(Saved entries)

BEGIN

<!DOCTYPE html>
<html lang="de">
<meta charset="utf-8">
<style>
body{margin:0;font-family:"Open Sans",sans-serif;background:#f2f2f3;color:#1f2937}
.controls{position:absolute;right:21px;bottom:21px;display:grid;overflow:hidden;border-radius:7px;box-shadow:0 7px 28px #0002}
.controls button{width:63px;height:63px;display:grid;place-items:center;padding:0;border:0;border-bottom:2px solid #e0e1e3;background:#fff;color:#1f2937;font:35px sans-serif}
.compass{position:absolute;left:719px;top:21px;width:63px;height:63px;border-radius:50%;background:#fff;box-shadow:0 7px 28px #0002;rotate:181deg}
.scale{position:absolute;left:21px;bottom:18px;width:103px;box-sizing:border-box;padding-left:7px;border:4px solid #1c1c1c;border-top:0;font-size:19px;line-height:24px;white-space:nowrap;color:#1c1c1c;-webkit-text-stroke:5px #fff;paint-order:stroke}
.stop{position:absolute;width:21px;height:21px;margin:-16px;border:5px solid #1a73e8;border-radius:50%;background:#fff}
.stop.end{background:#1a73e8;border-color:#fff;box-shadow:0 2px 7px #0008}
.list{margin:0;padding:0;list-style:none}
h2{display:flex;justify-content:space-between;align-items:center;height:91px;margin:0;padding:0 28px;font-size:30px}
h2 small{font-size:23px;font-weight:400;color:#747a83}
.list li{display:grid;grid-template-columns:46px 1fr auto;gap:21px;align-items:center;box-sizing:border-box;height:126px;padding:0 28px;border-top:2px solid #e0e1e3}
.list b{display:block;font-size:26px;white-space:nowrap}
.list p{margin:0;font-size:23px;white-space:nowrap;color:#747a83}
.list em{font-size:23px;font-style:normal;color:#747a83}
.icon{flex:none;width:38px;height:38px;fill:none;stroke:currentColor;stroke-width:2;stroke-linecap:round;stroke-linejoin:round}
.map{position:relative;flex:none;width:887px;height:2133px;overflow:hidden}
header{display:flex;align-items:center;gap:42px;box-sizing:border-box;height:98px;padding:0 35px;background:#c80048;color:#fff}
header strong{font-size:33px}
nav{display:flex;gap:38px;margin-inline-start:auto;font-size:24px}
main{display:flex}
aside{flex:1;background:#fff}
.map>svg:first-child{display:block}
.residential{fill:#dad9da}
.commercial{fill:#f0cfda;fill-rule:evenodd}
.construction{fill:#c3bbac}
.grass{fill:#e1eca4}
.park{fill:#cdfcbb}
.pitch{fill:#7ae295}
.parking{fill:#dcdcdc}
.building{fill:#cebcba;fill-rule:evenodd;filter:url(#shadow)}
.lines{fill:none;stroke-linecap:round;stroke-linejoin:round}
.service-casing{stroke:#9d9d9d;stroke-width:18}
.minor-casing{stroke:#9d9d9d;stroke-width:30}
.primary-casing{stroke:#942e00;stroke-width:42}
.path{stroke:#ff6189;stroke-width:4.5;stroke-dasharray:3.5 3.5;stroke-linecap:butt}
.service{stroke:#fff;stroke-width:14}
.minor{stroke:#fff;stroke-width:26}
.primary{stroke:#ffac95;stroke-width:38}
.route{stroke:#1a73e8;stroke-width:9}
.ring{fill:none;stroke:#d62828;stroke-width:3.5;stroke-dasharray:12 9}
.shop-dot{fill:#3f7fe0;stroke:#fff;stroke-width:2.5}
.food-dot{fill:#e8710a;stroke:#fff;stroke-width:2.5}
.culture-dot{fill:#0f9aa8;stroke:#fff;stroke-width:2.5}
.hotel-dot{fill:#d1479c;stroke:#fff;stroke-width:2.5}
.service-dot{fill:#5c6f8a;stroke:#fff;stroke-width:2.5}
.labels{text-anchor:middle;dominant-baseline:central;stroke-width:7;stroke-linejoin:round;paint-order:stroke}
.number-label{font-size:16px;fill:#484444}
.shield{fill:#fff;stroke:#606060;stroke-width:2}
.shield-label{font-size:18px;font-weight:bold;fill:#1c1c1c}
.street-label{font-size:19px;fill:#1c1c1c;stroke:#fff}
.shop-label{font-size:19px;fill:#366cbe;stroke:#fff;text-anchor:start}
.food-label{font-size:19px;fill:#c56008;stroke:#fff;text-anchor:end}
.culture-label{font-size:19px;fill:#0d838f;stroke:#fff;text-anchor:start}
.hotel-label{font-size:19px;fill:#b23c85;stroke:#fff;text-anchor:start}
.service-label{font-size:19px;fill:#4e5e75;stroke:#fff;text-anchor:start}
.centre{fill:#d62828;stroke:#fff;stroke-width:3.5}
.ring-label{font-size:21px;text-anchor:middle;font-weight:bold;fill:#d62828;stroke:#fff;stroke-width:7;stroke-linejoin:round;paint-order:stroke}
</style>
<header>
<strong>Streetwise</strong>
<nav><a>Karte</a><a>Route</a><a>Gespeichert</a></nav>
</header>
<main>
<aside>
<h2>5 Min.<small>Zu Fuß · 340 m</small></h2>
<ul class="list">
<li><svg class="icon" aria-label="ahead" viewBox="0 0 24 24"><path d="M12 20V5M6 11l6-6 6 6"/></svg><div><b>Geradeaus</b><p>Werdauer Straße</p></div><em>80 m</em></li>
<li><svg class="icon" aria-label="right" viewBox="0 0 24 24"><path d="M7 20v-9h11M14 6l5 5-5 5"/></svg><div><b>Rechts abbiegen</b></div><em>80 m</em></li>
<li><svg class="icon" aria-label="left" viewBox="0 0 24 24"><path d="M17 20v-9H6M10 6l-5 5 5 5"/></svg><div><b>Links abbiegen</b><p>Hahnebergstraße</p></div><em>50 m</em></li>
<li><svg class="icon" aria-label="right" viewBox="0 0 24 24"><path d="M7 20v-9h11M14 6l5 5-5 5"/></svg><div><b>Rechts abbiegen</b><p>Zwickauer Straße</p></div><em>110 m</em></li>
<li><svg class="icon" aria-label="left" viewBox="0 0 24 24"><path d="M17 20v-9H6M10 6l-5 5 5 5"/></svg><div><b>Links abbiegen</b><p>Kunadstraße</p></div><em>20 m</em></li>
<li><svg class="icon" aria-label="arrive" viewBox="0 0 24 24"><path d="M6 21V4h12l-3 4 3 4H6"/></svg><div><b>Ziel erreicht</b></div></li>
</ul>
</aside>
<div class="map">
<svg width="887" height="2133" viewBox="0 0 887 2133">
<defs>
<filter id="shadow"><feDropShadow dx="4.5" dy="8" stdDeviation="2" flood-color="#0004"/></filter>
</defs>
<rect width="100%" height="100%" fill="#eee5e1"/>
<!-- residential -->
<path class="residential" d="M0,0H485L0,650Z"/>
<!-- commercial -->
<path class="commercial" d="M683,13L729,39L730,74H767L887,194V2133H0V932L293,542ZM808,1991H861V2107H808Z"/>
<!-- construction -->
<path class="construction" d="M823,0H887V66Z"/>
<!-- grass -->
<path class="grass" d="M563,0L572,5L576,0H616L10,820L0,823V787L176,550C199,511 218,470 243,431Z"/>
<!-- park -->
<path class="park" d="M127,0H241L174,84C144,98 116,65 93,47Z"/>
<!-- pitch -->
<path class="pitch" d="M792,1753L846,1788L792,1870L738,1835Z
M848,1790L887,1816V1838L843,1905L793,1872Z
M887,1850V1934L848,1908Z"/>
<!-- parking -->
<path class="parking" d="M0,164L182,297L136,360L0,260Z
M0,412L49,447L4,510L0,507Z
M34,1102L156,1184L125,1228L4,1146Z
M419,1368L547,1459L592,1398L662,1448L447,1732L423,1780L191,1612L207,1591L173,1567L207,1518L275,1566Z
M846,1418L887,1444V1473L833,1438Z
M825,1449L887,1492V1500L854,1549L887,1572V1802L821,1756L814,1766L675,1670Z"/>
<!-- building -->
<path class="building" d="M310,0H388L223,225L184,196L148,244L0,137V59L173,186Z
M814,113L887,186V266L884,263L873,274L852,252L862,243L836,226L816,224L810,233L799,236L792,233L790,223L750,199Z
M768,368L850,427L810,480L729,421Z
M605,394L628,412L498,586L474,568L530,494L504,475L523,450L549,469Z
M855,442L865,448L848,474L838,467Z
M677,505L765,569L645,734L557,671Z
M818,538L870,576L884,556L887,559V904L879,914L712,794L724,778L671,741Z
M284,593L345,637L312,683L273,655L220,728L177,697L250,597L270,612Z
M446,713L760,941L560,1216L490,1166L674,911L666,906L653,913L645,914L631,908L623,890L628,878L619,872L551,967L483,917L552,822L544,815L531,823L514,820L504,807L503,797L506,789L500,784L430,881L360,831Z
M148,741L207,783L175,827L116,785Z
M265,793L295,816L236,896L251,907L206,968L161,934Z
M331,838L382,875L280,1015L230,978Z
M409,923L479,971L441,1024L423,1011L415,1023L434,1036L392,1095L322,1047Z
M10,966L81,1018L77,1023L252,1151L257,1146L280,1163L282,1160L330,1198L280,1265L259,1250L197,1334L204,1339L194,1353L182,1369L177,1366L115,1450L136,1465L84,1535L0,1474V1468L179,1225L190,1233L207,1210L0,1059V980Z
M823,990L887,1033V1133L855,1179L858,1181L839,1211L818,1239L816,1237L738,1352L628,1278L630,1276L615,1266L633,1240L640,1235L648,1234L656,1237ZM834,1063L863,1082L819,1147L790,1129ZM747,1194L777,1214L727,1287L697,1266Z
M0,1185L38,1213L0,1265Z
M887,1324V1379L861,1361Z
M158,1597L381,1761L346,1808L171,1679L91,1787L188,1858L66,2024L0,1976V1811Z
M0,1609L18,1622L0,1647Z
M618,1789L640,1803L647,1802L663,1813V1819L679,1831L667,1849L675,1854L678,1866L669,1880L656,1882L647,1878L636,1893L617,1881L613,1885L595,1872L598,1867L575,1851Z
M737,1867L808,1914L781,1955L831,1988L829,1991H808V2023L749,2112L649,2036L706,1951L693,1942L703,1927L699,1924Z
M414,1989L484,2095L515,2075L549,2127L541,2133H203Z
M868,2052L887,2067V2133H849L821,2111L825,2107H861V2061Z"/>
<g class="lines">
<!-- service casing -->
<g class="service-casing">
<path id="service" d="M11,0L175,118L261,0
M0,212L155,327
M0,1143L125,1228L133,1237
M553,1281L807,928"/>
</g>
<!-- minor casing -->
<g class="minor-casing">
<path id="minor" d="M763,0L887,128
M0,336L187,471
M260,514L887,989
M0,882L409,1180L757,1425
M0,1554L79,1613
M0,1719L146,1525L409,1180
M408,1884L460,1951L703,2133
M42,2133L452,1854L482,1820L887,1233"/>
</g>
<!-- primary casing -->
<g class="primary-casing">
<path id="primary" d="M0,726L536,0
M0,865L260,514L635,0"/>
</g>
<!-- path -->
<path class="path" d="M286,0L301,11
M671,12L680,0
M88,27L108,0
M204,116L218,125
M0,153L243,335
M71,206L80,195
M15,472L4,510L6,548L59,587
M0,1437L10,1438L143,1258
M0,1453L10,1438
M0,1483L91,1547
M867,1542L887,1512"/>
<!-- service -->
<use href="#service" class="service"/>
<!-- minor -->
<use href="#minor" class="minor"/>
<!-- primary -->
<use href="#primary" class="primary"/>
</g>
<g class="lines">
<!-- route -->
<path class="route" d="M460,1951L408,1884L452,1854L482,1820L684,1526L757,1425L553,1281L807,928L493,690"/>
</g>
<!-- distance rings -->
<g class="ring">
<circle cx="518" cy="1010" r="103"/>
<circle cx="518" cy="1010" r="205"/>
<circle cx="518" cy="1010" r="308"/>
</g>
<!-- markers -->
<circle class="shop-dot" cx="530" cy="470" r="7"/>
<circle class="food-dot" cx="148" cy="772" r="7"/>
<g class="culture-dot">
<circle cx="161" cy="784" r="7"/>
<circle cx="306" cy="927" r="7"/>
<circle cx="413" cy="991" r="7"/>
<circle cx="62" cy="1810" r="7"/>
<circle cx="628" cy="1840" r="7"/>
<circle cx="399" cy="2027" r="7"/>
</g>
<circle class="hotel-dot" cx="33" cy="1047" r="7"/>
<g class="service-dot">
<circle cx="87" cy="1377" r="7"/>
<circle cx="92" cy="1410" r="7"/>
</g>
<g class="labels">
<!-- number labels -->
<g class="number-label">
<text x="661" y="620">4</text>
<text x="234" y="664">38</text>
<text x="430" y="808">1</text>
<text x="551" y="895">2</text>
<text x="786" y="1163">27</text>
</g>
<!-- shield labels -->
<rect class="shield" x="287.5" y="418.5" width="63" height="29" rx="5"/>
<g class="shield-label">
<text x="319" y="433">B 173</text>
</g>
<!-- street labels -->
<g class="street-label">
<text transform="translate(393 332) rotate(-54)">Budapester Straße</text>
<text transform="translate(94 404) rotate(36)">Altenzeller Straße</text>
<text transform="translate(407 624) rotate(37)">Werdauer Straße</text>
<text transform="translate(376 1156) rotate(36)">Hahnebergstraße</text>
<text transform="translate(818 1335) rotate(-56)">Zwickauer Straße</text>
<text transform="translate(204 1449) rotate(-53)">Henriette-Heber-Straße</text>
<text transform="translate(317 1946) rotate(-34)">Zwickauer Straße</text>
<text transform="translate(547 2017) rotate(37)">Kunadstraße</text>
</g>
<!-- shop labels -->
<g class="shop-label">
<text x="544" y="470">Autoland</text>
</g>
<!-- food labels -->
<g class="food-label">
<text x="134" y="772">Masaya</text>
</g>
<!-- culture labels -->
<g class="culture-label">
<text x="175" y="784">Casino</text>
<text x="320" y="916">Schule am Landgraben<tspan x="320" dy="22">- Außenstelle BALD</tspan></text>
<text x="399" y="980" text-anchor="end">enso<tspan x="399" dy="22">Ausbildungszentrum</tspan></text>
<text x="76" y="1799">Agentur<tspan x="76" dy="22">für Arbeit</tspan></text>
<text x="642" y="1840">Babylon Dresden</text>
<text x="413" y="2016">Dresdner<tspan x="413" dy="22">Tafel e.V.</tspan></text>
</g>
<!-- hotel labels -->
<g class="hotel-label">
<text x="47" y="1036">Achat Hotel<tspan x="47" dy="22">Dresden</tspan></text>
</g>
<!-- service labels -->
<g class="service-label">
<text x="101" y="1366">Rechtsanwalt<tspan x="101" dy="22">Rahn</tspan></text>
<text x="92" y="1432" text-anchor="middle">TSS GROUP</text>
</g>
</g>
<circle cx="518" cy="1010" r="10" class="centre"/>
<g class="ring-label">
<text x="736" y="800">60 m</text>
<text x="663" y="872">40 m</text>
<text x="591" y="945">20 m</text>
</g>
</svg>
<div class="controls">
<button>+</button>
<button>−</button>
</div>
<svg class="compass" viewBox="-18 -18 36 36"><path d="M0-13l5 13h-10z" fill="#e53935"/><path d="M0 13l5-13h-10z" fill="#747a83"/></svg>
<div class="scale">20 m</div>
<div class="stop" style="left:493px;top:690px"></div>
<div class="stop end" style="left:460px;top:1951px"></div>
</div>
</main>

END

**ACTION ITEM:** Scan the data above for the word "linecap", then copy every line that holds it.

**RESPONSE AREA:**
.icon{flex:none;width:38px;height:38px;fill:none;stroke:currentColor;stroke-width:2;stroke-linecap:round;stroke-linejoin:round}
.lines{fill:none;stroke-linecap:round;stroke-linejoin:round}
.path{stroke:#ff6189;stroke-width:4.5;stroke-dasharray:3.5 3.5;stroke-linecap:butt}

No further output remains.